Collected data:
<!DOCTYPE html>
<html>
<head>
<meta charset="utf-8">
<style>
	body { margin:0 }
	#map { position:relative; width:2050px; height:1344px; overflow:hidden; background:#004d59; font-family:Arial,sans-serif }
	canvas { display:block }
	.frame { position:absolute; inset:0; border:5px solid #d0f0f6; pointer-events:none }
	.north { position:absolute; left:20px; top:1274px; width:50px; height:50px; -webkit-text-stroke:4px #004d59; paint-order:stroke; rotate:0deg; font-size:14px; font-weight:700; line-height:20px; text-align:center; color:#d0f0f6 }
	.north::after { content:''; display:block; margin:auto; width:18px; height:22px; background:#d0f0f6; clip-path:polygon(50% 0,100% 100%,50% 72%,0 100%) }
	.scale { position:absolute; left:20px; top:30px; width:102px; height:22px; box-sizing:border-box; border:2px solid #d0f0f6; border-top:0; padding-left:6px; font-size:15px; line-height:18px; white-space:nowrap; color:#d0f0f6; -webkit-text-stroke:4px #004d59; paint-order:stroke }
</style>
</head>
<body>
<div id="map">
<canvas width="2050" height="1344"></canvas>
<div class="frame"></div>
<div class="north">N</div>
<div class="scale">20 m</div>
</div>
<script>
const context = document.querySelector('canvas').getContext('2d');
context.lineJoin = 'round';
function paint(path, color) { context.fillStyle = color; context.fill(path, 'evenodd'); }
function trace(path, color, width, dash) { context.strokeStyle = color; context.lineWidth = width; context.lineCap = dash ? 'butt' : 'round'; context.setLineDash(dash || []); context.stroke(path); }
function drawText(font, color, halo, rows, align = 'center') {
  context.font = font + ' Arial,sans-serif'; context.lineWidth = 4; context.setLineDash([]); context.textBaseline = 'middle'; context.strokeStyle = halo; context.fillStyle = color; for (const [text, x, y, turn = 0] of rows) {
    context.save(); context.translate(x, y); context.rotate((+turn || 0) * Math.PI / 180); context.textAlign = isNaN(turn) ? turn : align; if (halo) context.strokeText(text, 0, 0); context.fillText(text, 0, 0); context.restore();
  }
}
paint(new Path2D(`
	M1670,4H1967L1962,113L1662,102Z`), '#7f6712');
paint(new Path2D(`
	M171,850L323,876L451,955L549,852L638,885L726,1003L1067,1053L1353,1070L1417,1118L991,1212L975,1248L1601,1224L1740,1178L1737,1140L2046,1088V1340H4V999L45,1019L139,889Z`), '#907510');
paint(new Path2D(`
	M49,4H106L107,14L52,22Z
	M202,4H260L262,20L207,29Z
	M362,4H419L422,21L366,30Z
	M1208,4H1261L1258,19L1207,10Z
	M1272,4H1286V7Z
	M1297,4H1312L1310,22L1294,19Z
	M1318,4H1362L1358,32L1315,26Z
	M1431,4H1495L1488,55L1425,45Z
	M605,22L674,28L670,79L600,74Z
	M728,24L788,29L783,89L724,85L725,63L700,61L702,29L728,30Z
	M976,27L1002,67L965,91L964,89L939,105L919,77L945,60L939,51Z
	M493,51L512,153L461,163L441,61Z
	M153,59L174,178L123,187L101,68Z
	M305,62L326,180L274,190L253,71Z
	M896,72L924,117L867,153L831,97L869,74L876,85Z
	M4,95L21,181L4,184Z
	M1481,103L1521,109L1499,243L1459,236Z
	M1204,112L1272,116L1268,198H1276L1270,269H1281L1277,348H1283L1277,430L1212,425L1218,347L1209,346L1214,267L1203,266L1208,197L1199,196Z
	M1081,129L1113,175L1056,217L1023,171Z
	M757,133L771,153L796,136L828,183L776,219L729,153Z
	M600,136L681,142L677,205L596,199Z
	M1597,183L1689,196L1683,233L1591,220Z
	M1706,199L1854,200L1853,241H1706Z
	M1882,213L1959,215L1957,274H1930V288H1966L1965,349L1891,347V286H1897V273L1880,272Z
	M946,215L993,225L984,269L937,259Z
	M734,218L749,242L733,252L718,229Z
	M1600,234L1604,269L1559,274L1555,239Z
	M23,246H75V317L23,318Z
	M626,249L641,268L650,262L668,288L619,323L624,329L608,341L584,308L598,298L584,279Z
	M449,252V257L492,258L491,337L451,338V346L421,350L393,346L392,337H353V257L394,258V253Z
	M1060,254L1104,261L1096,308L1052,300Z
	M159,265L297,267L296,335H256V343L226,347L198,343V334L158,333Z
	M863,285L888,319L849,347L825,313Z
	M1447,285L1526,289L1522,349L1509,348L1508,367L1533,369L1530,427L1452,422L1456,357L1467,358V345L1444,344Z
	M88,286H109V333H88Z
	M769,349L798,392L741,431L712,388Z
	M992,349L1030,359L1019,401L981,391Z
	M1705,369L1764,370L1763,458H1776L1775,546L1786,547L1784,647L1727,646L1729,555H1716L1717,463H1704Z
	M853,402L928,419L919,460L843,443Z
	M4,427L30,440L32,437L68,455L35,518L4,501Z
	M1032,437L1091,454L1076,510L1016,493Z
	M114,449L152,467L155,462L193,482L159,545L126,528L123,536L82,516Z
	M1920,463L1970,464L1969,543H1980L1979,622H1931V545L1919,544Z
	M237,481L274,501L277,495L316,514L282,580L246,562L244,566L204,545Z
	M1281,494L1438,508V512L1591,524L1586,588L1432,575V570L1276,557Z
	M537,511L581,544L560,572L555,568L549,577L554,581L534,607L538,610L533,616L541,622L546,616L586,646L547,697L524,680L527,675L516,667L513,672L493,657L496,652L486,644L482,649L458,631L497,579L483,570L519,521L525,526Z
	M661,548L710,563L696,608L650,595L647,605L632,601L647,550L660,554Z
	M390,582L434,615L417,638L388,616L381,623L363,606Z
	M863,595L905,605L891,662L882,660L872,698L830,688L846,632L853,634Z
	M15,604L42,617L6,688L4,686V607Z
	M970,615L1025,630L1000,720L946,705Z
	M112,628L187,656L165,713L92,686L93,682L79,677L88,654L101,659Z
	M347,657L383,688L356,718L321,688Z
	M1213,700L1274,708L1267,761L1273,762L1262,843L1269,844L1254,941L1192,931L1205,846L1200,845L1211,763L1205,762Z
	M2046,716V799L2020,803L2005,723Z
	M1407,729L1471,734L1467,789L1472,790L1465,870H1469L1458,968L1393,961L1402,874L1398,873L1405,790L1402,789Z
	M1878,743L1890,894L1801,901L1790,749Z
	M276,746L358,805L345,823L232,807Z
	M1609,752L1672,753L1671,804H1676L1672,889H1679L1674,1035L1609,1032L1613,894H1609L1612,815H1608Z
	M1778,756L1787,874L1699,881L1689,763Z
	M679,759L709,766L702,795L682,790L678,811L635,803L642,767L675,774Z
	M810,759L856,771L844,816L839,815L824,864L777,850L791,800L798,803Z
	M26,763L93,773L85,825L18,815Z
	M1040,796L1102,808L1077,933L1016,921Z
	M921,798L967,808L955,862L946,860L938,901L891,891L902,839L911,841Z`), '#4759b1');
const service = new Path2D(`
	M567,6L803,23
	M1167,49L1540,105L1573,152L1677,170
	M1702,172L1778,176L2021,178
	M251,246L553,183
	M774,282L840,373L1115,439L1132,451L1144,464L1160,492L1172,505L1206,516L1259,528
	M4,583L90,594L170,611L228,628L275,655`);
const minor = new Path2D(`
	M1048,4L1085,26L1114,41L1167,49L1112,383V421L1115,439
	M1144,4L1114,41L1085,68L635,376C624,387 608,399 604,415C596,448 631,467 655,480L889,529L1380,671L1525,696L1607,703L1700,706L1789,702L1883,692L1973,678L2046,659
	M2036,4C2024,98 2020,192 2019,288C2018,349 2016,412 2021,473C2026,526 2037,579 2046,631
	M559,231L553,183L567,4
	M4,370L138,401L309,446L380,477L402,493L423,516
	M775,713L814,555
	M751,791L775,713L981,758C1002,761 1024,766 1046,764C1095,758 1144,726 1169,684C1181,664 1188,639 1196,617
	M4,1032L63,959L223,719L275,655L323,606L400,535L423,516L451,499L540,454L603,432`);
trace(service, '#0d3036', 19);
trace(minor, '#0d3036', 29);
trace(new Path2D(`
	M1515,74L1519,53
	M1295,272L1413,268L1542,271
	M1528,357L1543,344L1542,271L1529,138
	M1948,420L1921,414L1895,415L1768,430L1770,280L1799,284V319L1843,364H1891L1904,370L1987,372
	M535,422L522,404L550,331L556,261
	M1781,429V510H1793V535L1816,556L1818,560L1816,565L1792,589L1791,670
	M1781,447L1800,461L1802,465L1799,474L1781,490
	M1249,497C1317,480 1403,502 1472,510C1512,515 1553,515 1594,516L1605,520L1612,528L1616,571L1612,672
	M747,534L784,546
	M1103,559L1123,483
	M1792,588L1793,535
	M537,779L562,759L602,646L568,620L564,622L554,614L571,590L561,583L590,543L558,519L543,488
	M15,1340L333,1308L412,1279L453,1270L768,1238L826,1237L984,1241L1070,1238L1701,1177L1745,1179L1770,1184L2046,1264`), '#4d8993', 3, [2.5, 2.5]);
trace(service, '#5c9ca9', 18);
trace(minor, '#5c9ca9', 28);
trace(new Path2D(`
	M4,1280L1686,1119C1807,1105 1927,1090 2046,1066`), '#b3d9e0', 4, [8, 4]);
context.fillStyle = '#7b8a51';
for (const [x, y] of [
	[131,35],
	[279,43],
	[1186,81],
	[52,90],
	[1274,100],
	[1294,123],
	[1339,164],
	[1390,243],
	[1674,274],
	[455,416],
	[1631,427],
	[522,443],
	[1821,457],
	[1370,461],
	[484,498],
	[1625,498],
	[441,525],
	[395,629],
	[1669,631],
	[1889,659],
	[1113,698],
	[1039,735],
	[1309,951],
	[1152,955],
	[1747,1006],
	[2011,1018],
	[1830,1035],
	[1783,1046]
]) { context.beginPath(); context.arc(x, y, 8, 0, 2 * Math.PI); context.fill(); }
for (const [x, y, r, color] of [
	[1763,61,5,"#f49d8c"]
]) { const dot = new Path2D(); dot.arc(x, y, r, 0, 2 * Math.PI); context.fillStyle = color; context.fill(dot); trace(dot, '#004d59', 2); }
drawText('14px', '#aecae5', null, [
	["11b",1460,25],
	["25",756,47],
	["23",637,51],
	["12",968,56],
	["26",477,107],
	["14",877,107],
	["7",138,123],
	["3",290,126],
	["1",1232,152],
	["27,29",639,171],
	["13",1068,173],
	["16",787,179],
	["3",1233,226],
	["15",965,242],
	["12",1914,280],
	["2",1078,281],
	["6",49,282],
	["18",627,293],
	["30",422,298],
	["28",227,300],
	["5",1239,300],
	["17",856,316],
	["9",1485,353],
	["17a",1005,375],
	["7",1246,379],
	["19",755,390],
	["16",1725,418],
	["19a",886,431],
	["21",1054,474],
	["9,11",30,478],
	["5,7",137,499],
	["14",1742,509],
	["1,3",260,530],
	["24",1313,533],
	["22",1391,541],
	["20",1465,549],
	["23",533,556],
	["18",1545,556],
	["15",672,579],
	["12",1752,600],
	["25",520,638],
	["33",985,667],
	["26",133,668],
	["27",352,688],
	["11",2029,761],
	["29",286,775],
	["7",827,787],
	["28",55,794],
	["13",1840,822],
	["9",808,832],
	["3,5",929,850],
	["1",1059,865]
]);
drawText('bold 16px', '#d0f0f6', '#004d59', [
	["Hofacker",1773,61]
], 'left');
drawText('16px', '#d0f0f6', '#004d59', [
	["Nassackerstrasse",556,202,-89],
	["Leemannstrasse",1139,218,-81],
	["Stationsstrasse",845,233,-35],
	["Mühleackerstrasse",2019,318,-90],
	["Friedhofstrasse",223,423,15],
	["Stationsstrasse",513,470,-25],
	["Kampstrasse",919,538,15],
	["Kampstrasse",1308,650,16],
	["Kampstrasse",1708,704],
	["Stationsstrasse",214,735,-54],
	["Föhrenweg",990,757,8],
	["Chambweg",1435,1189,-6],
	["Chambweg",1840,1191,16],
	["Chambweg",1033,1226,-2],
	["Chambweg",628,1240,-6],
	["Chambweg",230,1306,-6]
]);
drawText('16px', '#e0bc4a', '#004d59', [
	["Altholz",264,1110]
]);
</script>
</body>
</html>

WORK ITEM: Check every line of the data, and copy the ones that contain "turn".

OUTPUT BELOW:
  context.font = font + ' Arial,sans-serif'; context.lineWidth = 4; context.setLineDash([]); context.textBaseline = 'middle'; context.strokeStyle = halo; context.fillStyle = color; for (const [text, x, y, turn = 0] of rows) {
    context.save(); context.translate(x, y); context.rotate((+turn || 0) * Math.PI / 180); context.textAlign = isNaN(turn) ? turn : align; if (halo) context.strokeText(text, 0, 0); context.fillText(text, 0, 0); context.restore();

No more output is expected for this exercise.